The mapping from and to a glyph repertoire is done by CMaps (not to be
confused with `cmap' tables in OpenType fonts).  Adobe provides more
than 100 such mappings; an example is UniJIS-UTF32-H which maps
Japanese glyphs for horizontal layout from Unicode in UTF32
representation to the Adobe-Japan1-X collection.

The big advantage of such glyph collections is that they are
documented and stable.  But they are not suitable for non-CJK scripts.

> And you can recode them on-the-fly so that the glyphs are delivered
> as Unicode characters to the client applications.

Neither kerning nor other higher-level font features like OpenType
support will work.  Virtual fontsets are only useful to combine
scripts which don't overlap like, say, Thai and Latin.  But Latin and
Cyrillic (and Greek) *do* overlap!

> Therefore you could use the original URW++ fonts untouched and add
> the Cyrillic glyphs from different physical sources.

Now we are coming back from discussing the pro and cons of virtual
fontsets and glyph containers to the reality how to use Cyrillic fonts
in groff.  Except the URW extensions for Cyrillic I'm not aware of
other freely available fonts which match the appearance of the
standard PS fonts.  Do you know something else?

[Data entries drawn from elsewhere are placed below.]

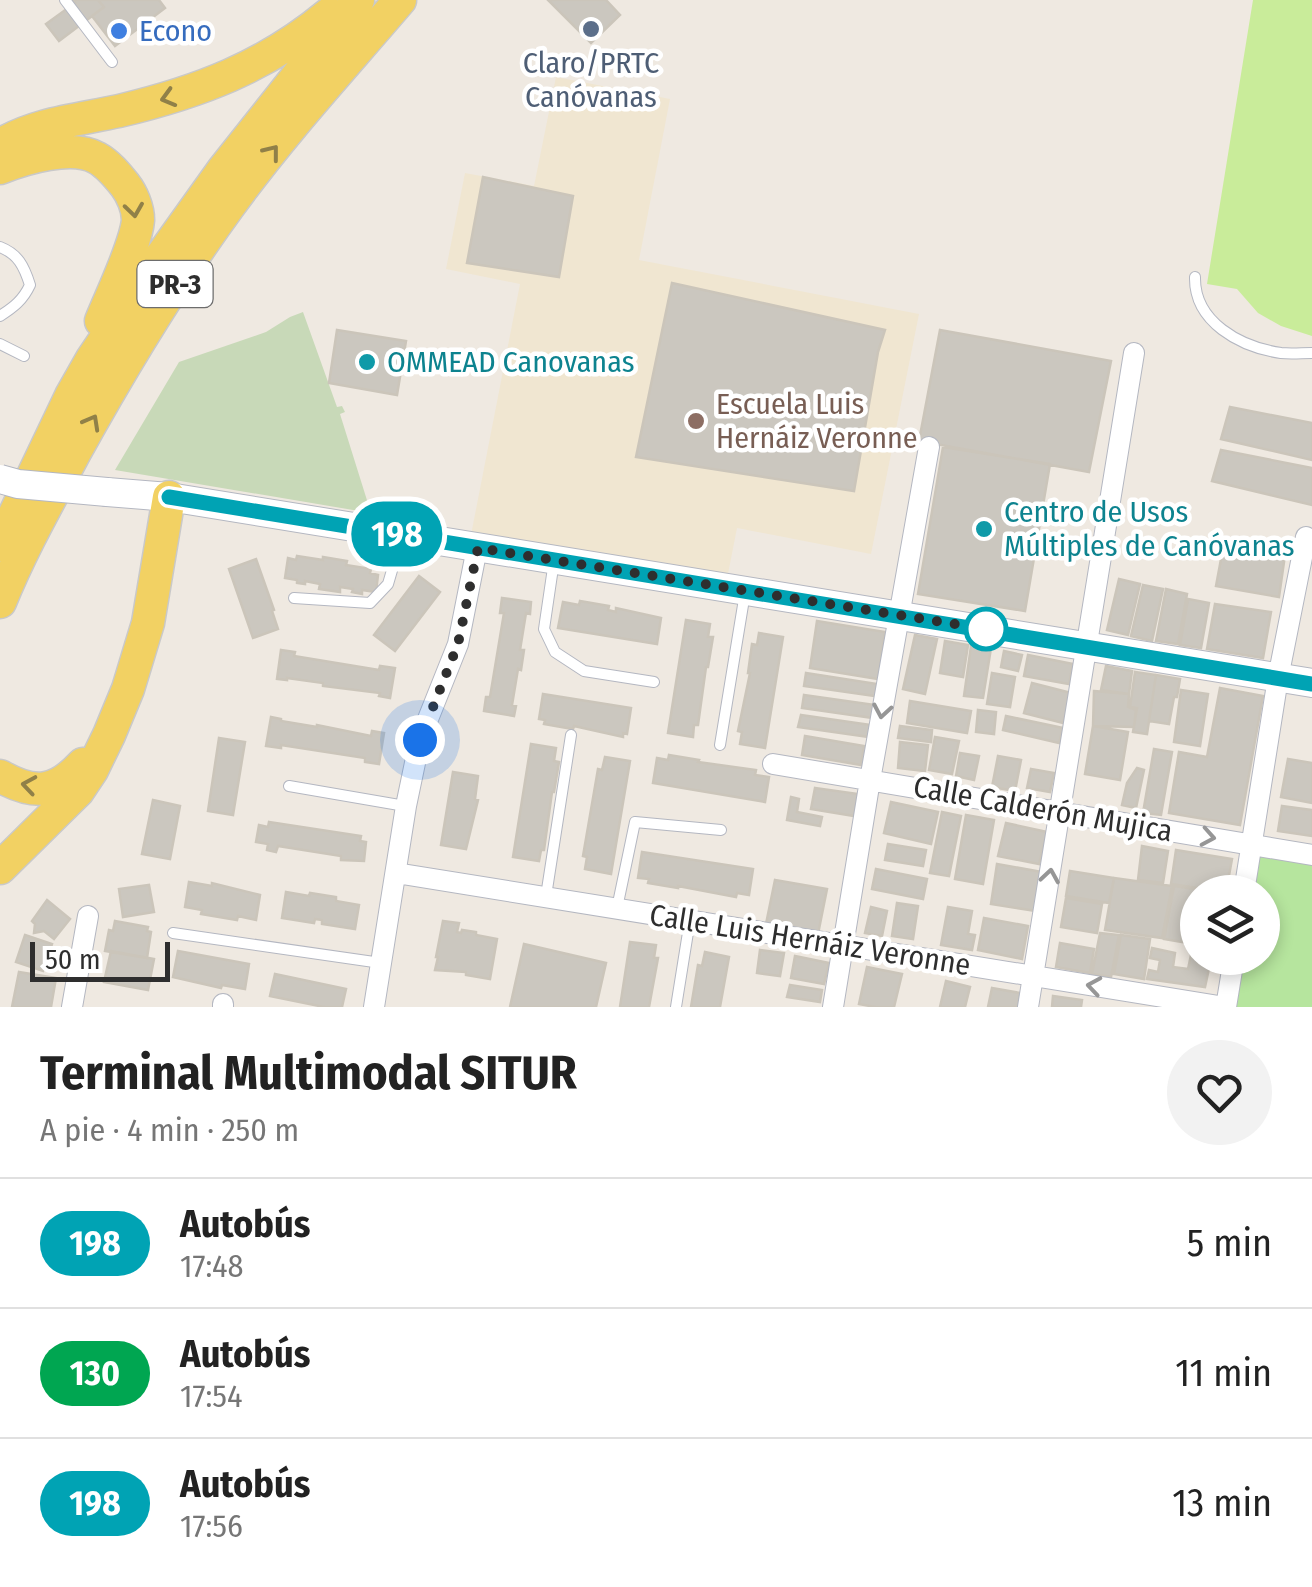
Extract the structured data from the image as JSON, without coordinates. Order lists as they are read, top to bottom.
{
  "streets": {
    "main road": ["PR-3"],
    "street": ["Calle Calderón Mujica", "Calle Luis Hernáiz Veronne"]
  },
  "one_way": ["Calle Calderón Mujica"],
  "places": [
    "Claro/PRTC Canóvanas",
    "Econo",
    "OMMEAD Canovanas",
    "Escuela Luis Hernáiz Veronne",
    "Centro de Usos Múltiples de Canóvanas"
  ],
  "lines": ["bus line 198"],
  "scale_bar": "50 m",
  "page": {
    "on_map": "198",
    "scale": "50 m",
    "heading": ["Terminal Multimodal SITUR", "A pie · 4 min · 250 m"],
    "list": [
      {
        "mark": "198",
        "name": "Autobús",
        "note": "17:48",
        "value": "5 min"
      },
      {
        "mark": "130",
        "name": "Autobús",
        "note": "17:54",
        "value": "11 min"
      },
      {
        "mark": "198",
        "name": "Autobús",
        "note": "17:56",
        "value": "13 min"
      }
    ]
  }
}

> You could lose the ability to search eventual PDF output but only if
> you don't take care to recode the data stream to some Unicode
> encoding recognized by the PDF spec before creating such output.

As long as you use AGL compliant glyph names, searching in PDF files
work without any problems.  BTW, CID-keyed fonts always need a proper
ToUnicode mapping, either implicitly by using a standard Adobe glyph
collection (see above) or by explicitly supplying a ToUnicode CMap.